Geosequestration: (see also Carbon Dioxide Capture and Storage, Ocean Sequestration) CO2 capture and storage system that seeks put CO2 under ground in old oil and gas fields, non commercial coal fields and saline aquifers.

Global Warming Potential (GWP): compares the relative potential of the 6 greenhouse gases to contribute to global warming. The additional heat / energy impact of all other greenhouse gases are compared with the impacts of carbon dioxide (CO2) and referred to in terms of a CO2 equivalent (CO2e). GWP changes with time, and the IPCC has suggested using 100-year GWP for comparison purposes. 

Carbon Dioxide (CO2) GWP: 1
Methane (CH4) GWP: 21
Nitrous Oxide (N2O) GWP: 310
Hydrofluorocarbns (HFCs) GWP: 150 – 11,700
Perfluorocarbons (PFCs) GWP: 6,500 – 9,200
Sulphur Hexafluoride (SF6) GWP: 23,900

Gold Standard: Initiated by WWF, SSN and Helio International the Gold Standard for CDM projects was launched in 2003 after a wide-ranging stakeholder consultation among key actors of the carbon market as well as governments. It offers project developers a tool with which they can ensure that the CDM and JI deliver credible projects with real environmental benefits and, in so doing, give confidence to host countries and the public that projects represent new and additional investments in sustainable energy services.

Grandfathering: Method for issuing emission permits to emitters and firms in a domestic emission trading scheme according to their historical emissions. This method of allocation may be combined with Auctioning.

Green-e: A voluntary certification program for renewable energy. The Green-e logo indicates energy options that meet strict standards set through a collaborative process with environmentalists, consumer advocates, and energy experts. The Green-e Program verifies that participating suppliers are purchasing enough renewable electricity or certificates to meet their customers’ needs.

Greenhouse Gas Effect: the effect that releasing greenhouse gas emissions has on the relative warming of the earth’s atmosphere.
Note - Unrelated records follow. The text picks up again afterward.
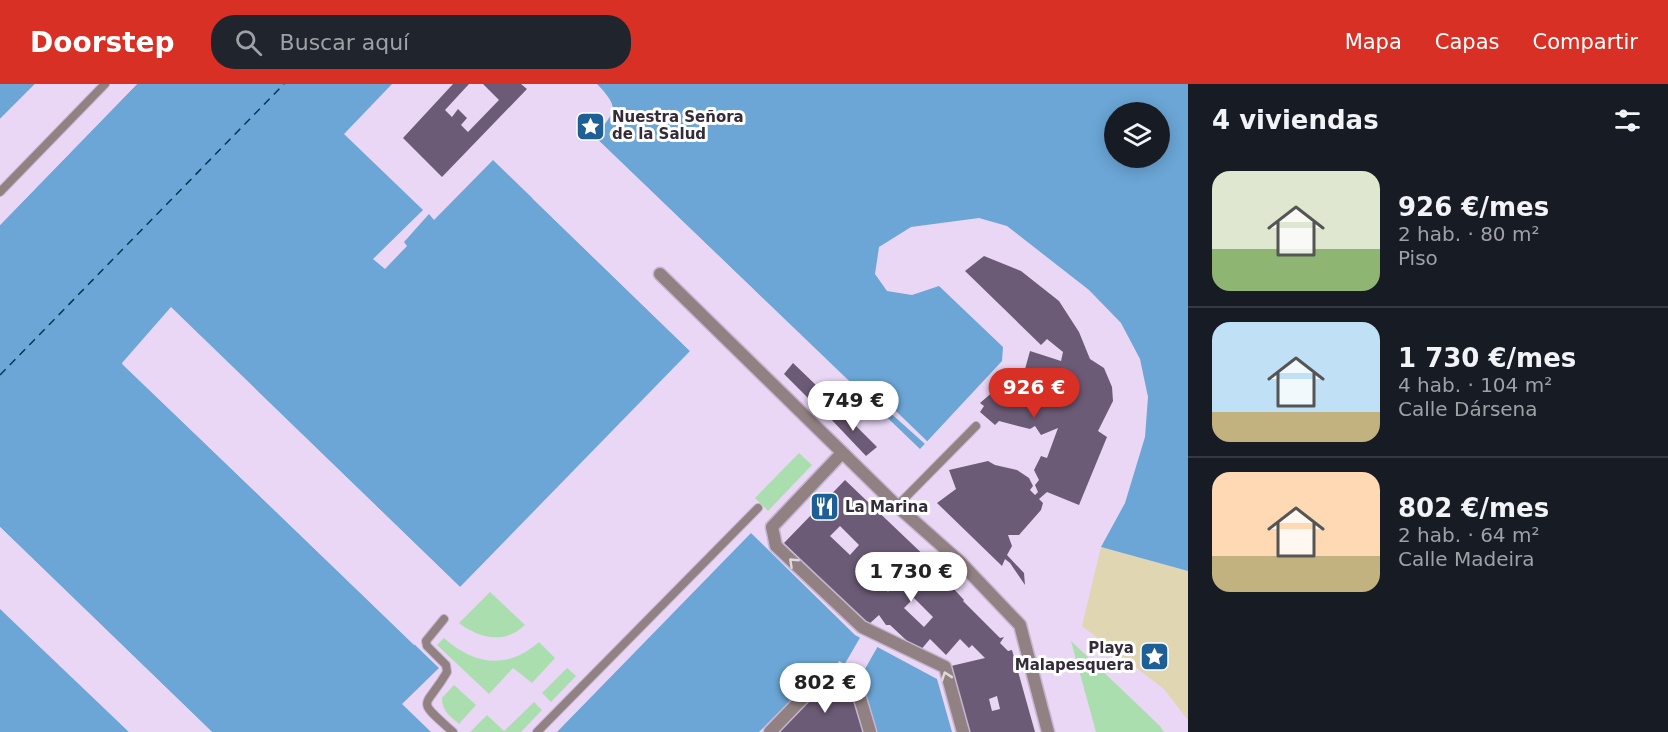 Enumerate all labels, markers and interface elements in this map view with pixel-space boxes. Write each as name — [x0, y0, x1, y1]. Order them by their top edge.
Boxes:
search box — [211, 15, 631, 69]
text: Doorstep — [30, 26, 175, 59]
icon: search — [232, 26, 265, 59]
text: Buscar aquí — [280, 30, 409, 55]
text: Mapa — [1345, 30, 1402, 54]
text: Capas — [1435, 30, 1499, 54]
text: Compartir — [1532, 30, 1638, 54]
map controls — [1104, 102, 1170, 168]
button: layers — [1104, 102, 1170, 168]
icon: filters — [1611, 104, 1644, 137]
text: 4 viviendas — [1212, 105, 1379, 135]
place label: Nuestra Señora de la Salud — [612, 108, 744, 143]
place icon: Nuestra Señora de la Salud — [575, 110, 607, 142]
text: 926 €/mes — [1398, 192, 1549, 222]
icon: home — [1260, 195, 1332, 267]
text: 2 hab. · 80 m² — [1398, 222, 1539, 246]
text: Piso — [1398, 246, 1438, 270]
text: 1 730 €/mes — [1398, 343, 1576, 373]
icon: home — [1260, 346, 1332, 418]
pin: 926 € — [992, 368, 1076, 419]
text: 4 hab. · 104 m² — [1398, 373, 1552, 397]
text: 926 € — [1003, 375, 1065, 399]
pin: 749 € — [811, 381, 895, 432]
text: 749 € — [822, 388, 884, 412]
text: Calle Dársena — [1398, 397, 1538, 421]
restaurant icon: La Marina — [808, 491, 840, 523]
text: 802 €/mes — [1398, 493, 1549, 523]
icon: home — [1260, 496, 1332, 568]
place label: La Marina — [845, 498, 928, 516]
text: 2 hab. · 64 m² — [1398, 523, 1539, 547]
text: Calle Madeira — [1398, 547, 1535, 571]
pin: 1 730 € — [856, 552, 966, 603]
one-way arrow — [790, 558, 800, 569]
text: 1 730 € — [869, 559, 953, 583]
place label: Playa Malapesquera — [1015, 639, 1134, 674]
place icon: Playa Malapesquera — [1139, 641, 1171, 673]
pin: 802 € — [783, 663, 867, 714]
text: 802 € — [794, 670, 856, 694]
one-way arrow — [941, 671, 954, 682]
Greenhouse gases present in the atmosphere absorb outgoing infrared radiation from the earth's surface causing some heat to be retained. The release of too much greenhouse gas over a period of time results in a gradual warming of the atmosphere.

Greenhouse Gas Reduction: a reduction in emissions that is recognized to contribute to climate change – e.g. carbon dioxide, methane, nitrous oxide, hydrofluorocarbons, perfluorocarbons, and sulfur hexofluoride. Greenhouse gas reductions are often measured in tons of carbon dioxide-equivalent.

Greenhouse Gases (GHGs): Greenhouse gases are trace gases that control energy flows in the Earth's atmosphere by absorbing infra-red radiation. Some GHGs occur naturally in the atmosphere, while others result from human activities. The Kyoto Protocol regulates 6 GHGs which are determined to be the main contributors to the Greenhouse Effect:

Carbon Dioxide (CO2)

Methane (CH4)

Nitrous Oxide (N2O)

Hydrofluorocarbons (HFC's)

Perfluorocarbons (PFC's)

Sulphur Hexofluoride (SF6).

Group of 77 and Others: This group of developing countries is a major force in Kyoto Protocol negotiations. It has increased from the original 77 countries to more than 130.